So after a barrage of four abusive phone calls in ten minutes from someone claiming to be with the Physics Department of 9-11 University, I visited the department's page and found this claim:

Analyses of air samples from the 9/11 WTC (""Ground Zero"") particle plume reveal the unexpected presence of many particles smaller than 1 micron (ie, nanoparticles). Among the smaller GZ particles, the distribution of their sizes clearly indicates that they were caused not by pulverization but by widespread molecular dissociation, which occurs only at energy levels higher than what could result from a collapse or even what can be achieved through the use of conventional weapons technology.

When matter is elevated to temperatures hotter than the surface of the Sun, molecular dissociation results. Disintegration chambers based upon this principle are available; other forms of energy can also break down molecules. When molecular dissociation occurs, covalent molecular bonds are broken, but atomic bonds survive. The resulting particles -- loose component atoms and fragmented molecules -- are far tinier than what occur in any conventional explosive event, including the most violent volcanic eruptions:

There are numerous links to a legitimate group called DELTA (Detection and Evaluation of the Long-Range Transport of Aerosols) that monitored aerosols after 9-11. A centerpiece of the 9-11 University page is this graph from the DELTA Web site:

The lower graph shows typical particle size distributions for typical aerosols, and the top graph is the size distribution from the World Trade Center. There's more fine material from the World Trade Center than we find from typical pulverization.

Maybe. The two graphs aren't saying precisely the same thing. What we really need is data on concentrations of nanoparticles in the air after pulverizing a mass of thousands of tons and letting the particles disperse. We can assume the coarser particles will settle out faster so a dust plume from a volcanic eruption or large landslide might not have exactly the same particle size distribution as static pulverized debris.

However, it turns out that pulverization is a red herring, because the chemical analysis of the WTC nanoparticles points to a different mechanism. The particles are anomalously rich in metals. And the DELTA group has a slide show that discusses the nanoparticles at length. It's at http://delta.ucdavis.edu/WTC%20aersols%20ACS%202003.ppt

A few excerpts from the slide show (emphases mine):

The surface and near sub-surface debris pile was hot enough to melt aluminum, make steel red hot, and burned until Dec. 19.

But this is still much cooler than typical sources of very fine particle metals such as power plants, smelters, and diesels.

We see organic species in the very fine mode that would not survive high temperatures

Explanation: The hot collapse piles are converting some [molecular] species to gasses that can escape to the surface of the piles and then form aerosols, a process that yields very fine particles.

In other words, the organic nanoparticles show that not only did we not have "temperatures hotter than the surface of the Sun," we didn't even reach the temperatures typical of normal sources of nanoparticles. So how did we form the nanoparticles? A process called "anaerobic combustion" or combustion under oxygen poor conditions. It happens all the time. Coal seams can burn for decades underground. Peat bogs can burn right through the winter under snow cover. Materials either react with oxygen to form partly oxidized compounds (carbon monoxide is a familiar example) or react with other elements like sulfur or chlorine (both readily available in any industrial setting). Volatile combustion products escape to the surface, oxidize completely, and create nanoparticles. The chemical data show that generally the most abundant metals in the nanoparticles are those that form the most volatile combustion compounds.

How Many Nanoparticles?

The chemical analyses show that a very large portion of the nanoparticles are organics. Concentrations of metals in the aerosols are typically in nanograms per cubic meter. In other words, in a cubic kilometer of air there would be one gram of that metal.
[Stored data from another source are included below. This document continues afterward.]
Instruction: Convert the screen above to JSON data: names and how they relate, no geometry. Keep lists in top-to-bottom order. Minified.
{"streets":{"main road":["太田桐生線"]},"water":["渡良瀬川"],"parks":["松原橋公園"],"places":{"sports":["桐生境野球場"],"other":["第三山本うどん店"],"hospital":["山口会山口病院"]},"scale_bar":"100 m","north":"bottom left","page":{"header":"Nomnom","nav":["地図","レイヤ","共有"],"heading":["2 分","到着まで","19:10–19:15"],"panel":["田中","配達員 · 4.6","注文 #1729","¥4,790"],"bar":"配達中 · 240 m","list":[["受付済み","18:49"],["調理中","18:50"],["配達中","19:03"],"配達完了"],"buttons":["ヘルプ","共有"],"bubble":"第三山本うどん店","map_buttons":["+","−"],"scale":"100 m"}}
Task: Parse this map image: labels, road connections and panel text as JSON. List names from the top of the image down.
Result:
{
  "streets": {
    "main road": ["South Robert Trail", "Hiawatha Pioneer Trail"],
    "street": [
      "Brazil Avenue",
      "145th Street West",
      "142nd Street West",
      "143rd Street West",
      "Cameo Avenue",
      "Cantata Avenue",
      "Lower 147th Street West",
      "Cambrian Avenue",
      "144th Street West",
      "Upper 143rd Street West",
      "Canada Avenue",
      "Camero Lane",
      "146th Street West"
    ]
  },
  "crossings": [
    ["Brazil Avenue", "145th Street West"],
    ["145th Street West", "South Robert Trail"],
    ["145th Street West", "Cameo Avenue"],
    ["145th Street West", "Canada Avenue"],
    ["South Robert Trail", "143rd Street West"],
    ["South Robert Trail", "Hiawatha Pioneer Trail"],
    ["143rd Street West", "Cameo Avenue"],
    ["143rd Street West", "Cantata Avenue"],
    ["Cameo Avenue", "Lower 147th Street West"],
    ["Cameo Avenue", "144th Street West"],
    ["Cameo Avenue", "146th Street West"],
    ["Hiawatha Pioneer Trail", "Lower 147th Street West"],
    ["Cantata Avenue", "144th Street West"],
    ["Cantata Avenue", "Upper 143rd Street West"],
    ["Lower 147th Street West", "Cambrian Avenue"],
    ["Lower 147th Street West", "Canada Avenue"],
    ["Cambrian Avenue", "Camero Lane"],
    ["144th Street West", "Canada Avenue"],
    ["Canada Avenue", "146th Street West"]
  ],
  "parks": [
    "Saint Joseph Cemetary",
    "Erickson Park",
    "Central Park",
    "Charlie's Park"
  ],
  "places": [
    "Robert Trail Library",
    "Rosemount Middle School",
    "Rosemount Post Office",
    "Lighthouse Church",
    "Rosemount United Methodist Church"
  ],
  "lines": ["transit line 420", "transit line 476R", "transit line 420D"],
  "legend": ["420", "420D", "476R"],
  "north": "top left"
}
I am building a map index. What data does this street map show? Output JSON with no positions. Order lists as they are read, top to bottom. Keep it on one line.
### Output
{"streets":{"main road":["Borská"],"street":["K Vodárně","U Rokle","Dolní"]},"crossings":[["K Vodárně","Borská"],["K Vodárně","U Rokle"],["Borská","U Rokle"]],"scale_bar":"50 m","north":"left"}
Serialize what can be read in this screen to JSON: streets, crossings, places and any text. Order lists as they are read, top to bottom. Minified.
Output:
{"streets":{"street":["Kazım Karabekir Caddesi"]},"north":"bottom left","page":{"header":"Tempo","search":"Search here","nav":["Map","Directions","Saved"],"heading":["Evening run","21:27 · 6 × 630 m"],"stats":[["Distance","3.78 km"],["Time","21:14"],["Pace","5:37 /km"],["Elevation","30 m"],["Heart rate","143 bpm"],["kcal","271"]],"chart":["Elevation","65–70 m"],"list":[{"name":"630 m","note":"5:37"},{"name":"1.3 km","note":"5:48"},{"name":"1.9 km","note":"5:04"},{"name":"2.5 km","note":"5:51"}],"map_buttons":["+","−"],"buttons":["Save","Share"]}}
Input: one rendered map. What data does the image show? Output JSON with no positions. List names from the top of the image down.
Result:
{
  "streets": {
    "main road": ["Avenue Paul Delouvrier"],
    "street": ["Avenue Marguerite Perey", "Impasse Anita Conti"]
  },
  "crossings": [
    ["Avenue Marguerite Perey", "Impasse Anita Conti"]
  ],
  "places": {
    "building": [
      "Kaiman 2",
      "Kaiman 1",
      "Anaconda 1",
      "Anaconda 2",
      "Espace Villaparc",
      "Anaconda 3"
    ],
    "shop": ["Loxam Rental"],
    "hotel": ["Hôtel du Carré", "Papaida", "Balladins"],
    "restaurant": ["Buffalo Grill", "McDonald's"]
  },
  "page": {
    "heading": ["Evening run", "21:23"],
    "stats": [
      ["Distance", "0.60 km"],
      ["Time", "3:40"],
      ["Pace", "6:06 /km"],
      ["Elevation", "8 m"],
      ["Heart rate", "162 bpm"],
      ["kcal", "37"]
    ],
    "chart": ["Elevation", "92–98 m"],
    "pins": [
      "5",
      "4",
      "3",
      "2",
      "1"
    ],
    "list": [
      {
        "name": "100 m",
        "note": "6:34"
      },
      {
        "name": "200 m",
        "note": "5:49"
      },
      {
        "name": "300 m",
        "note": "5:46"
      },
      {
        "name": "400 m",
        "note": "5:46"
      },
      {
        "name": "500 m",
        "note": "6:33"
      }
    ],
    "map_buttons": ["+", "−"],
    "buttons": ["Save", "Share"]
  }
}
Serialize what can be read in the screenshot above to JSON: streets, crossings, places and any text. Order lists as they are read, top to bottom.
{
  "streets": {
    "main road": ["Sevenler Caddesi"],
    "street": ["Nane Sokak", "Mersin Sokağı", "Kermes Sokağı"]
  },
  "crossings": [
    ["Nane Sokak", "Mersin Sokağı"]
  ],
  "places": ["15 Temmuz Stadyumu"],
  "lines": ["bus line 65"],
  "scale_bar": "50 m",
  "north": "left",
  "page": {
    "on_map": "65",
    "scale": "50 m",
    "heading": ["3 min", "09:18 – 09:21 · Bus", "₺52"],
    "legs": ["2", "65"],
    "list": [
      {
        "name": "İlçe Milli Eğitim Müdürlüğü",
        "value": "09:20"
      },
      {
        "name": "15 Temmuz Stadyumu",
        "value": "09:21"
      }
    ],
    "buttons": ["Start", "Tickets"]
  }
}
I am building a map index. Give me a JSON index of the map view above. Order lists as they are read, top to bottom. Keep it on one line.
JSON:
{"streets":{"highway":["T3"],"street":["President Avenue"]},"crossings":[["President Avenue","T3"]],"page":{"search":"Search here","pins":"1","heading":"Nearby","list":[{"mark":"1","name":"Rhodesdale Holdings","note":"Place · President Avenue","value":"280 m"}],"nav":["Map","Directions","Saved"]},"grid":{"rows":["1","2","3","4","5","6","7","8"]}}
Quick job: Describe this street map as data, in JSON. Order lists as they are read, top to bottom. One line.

The graph above shows that nanoparticles are present at concentrations of a few micrograms per cubic meter of air. The total amount, even counting sulfates, in the particles smaller than one micron is 55 micrograms per cubic meter. In a cubic kilometer of air (a billion cubic meters) that would be 55 billion micrograms or 55 kilograms. For a size comparison that's roughly equivalent to a hiker on the top of Half Dome in Yosemite.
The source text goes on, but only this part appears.